HPV & Genital Warts

HPV & Genital Warts

What is HPV?

There are over 150 different types of Human Papillomavirus (HPV), but only a few of those cause genital warts. Other types of HPV can cause cervical cancer.

 

Who has it?

HPV, the virus that causes genital warts and abnormal pap smears, is the most common STD in the US. About 79 million Americans are currently infected with HPV (the virus), and about 14 million people become newly infected each year. HPV is so common that at least 75% of sexually active men and women will get it at some point in their lives. Most people fight off the virus on their own, but about 1% of all HPV-infected people develop genital warts. An even smaller number of women with HPV – about 11,000 women each year – develop cervical cancer if the HPV is untreated.  HPV is also linked to other rare cancers of the penis, vulva, vagina, and anus.

How do you get HPV?

Any skin-to-skin contact with infected areas can pass along HPV, even if the person who has HPV doesn’t have any visible warts or other symptoms. You can also get it from oral, vaginal, or anal sex.

How do you know you have HPV?

Most people who have it don’t know it because they don’t have symptoms. Even people who have the type of HPV that causes genital warts might not see anything. Some people may see small bumps in or around the vagina, penis, or anus. The bumps may grow in bunches or clusters and they may itch.

How do you test for HPV?

There is currently no screening test for HPV itself or for warts. 

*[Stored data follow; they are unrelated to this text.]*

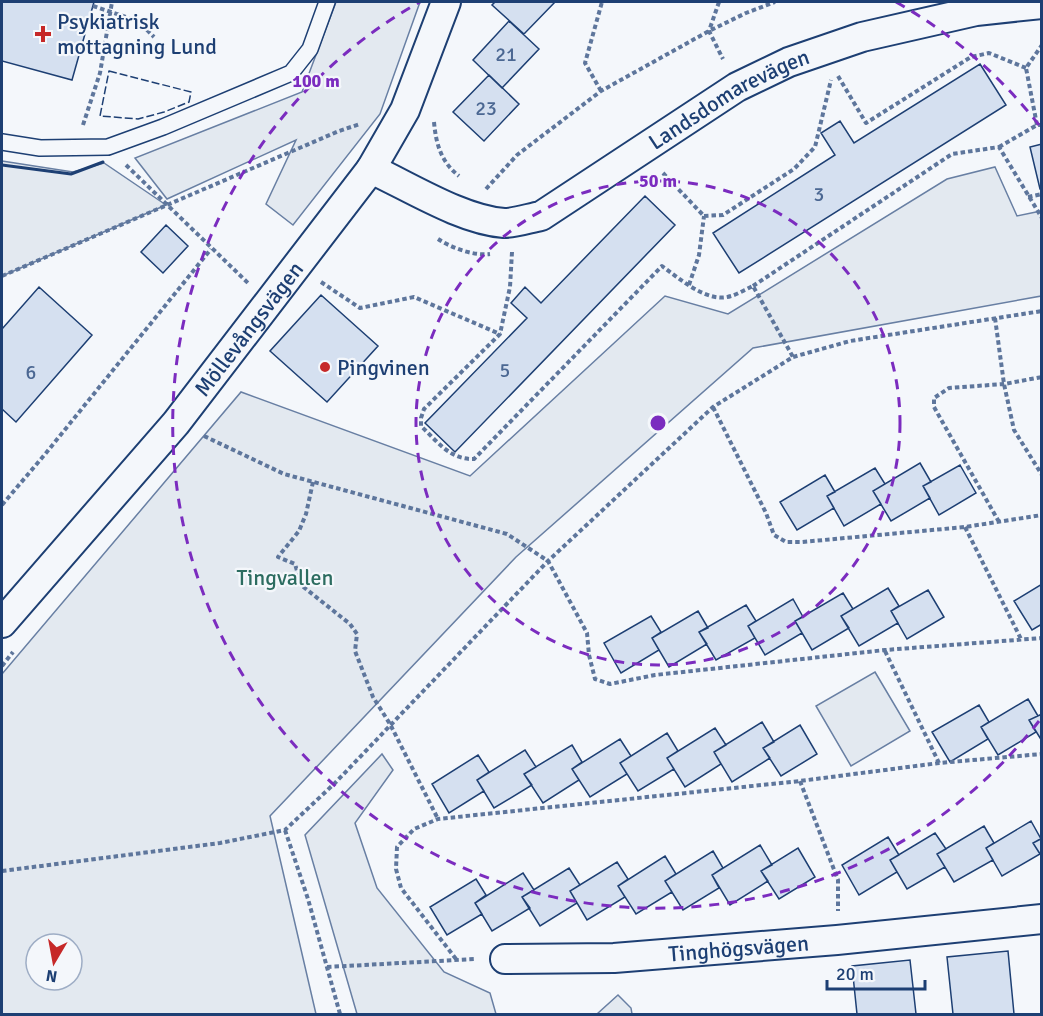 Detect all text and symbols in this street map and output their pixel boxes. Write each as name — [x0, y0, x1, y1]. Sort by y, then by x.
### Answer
place label: Psykiatrisk mottagning Lund — [57, 8, 217, 60]
marker: Psykiatrisk mottagning Lund — [34, 25, 52, 43]
house number: 21 — [495, 42, 517, 67]
street label: Landsdomarevägen — [643, 43, 813, 156]
text: 100 m — [292, 70, 340, 92]
house number: 23 — [475, 96, 497, 121]
text: 50 m — [639, 170, 677, 192]
house number: 3 — [814, 182, 824, 207]
street label: Möllevångsvägen — [189, 256, 309, 402]
place label: Pingvinen — [337, 354, 430, 381]
house number: 5 — [500, 358, 510, 383]
house number: 6 — [26, 360, 36, 385]
marker: Pingvinen — [318, 360, 332, 374]
centre of rings — [648, 413, 668, 433]
park label: Tingvallen — [237, 564, 334, 591]
street label: Tinghögsvägen — [667, 929, 810, 968]
north arrow — [24, 932, 84, 992]
scale bar — [827, 953, 924, 991]
text: 20 m — [836, 963, 874, 985]
text: N — [44, 965, 59, 987]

For women, clinicians can do a simple test called a Pap smear to look for cervical abnormalities (pre-cancer or cancer). If you think you have warts, your doctor will look at your genitals using a bright light to see the warts.

Can you get rid of HPV?

Most of the time, HPV goes away on its own.

The warts may go away on their own, too. If they do not go away, or they are bothering you, your doctor can remove the warts. There are also some medicines that you can use at home that cause the warts to go away. Even if the warts go away or are removed, the virus may stay in your skin and can be spread to others.

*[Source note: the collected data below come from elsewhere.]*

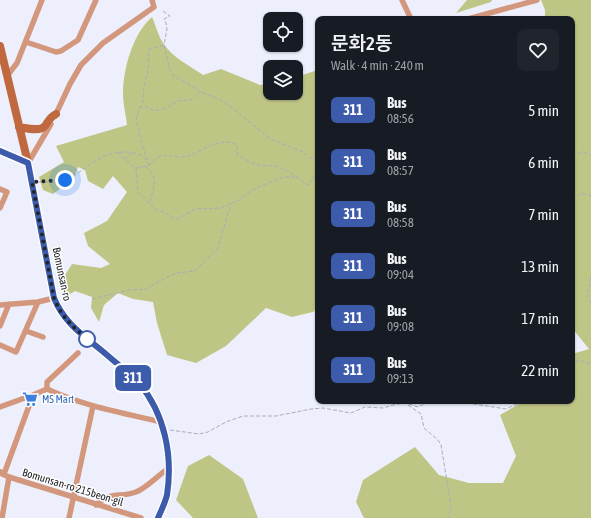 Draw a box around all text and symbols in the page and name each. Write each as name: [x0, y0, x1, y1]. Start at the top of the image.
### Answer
map controls: [263, 12, 303, 100]
button: locate: [263, 12, 303, 52]
button: heart: [517, 29, 559, 71]
text: 문화2동: [331, 32, 392, 54]
text: Walk · 4 min · 240 m: [331, 58, 424, 73]
button: layers: [263, 60, 303, 100]
text: Bus: [387, 94, 407, 111]
text: 311: [343, 102, 363, 118]
text: 5 min: [528, 102, 559, 119]
text: 08:56: [387, 111, 414, 126]
text: Bus: [387, 146, 407, 163]
text: 311: [343, 154, 363, 170]
text: 6 min: [528, 154, 559, 171]
text: 08:57: [387, 163, 414, 178]
your location: [55, 170, 75, 190]
text: Bus: [387, 198, 407, 215]
text: 311: [343, 206, 363, 222]
text: 7 min: [528, 206, 559, 223]
text: 08:58: [387, 215, 414, 230]
street label: Bomunsan-ro: [50, 246, 74, 302]
text: Bus: [387, 250, 407, 267]
text: 311: [343, 258, 363, 274]
text: 13 min: [521, 258, 559, 275]
text: 09:04: [387, 267, 414, 282]
text: Bus: [387, 302, 407, 319]
text: 311: [343, 310, 363, 326]
text: 17 min: [521, 310, 559, 327]
text: 09:08: [387, 319, 414, 334]
unlabelled marker: [78, 330, 96, 348]
text: Bus: [387, 354, 407, 371]
text: 311: [343, 362, 363, 378]
text: 22 min: [521, 362, 559, 379]
line badge: 311: [110, 365, 156, 391]
text: 311: [123, 370, 143, 386]
text: 09:13: [387, 371, 414, 386]
supermarket icon: MS Mart: [21, 390, 39, 408]
place label: MS Mart: [42, 393, 74, 405]
street label: Bomunsan-ro 215beon-gil: [21, 466, 125, 508]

How can you protect yourself from getting HPV?

HPV can infect areas that are not covered by a condom - so condoms may not fully protect against HPV.

The best way to avoid genital warts and other types of HPV is to get the HPV vaccine, which is available for youth between 9 and 26 years old for free or at a reduced cost at many clinics in California. The vaccine is a series of two to three shots, depending how old you are when you get the first shot

The only method that is 100% effective in preventing STDs is abstinence, but if you’re sexually active, you can also decrease your risk of genital warts and other types of HPV by being mutually monogamous with someone who does not have HPV or who has had the HPV vaccine.  

What’s the worst that could happen?

Some types of HPV can lead to cervical and other cancers. In rare cases, pregnant women may pass genital warts on to their baby, which could make the baby very sick.

The kinds of HPV that cause genital warts are different from the kinds that causes cervical cancer.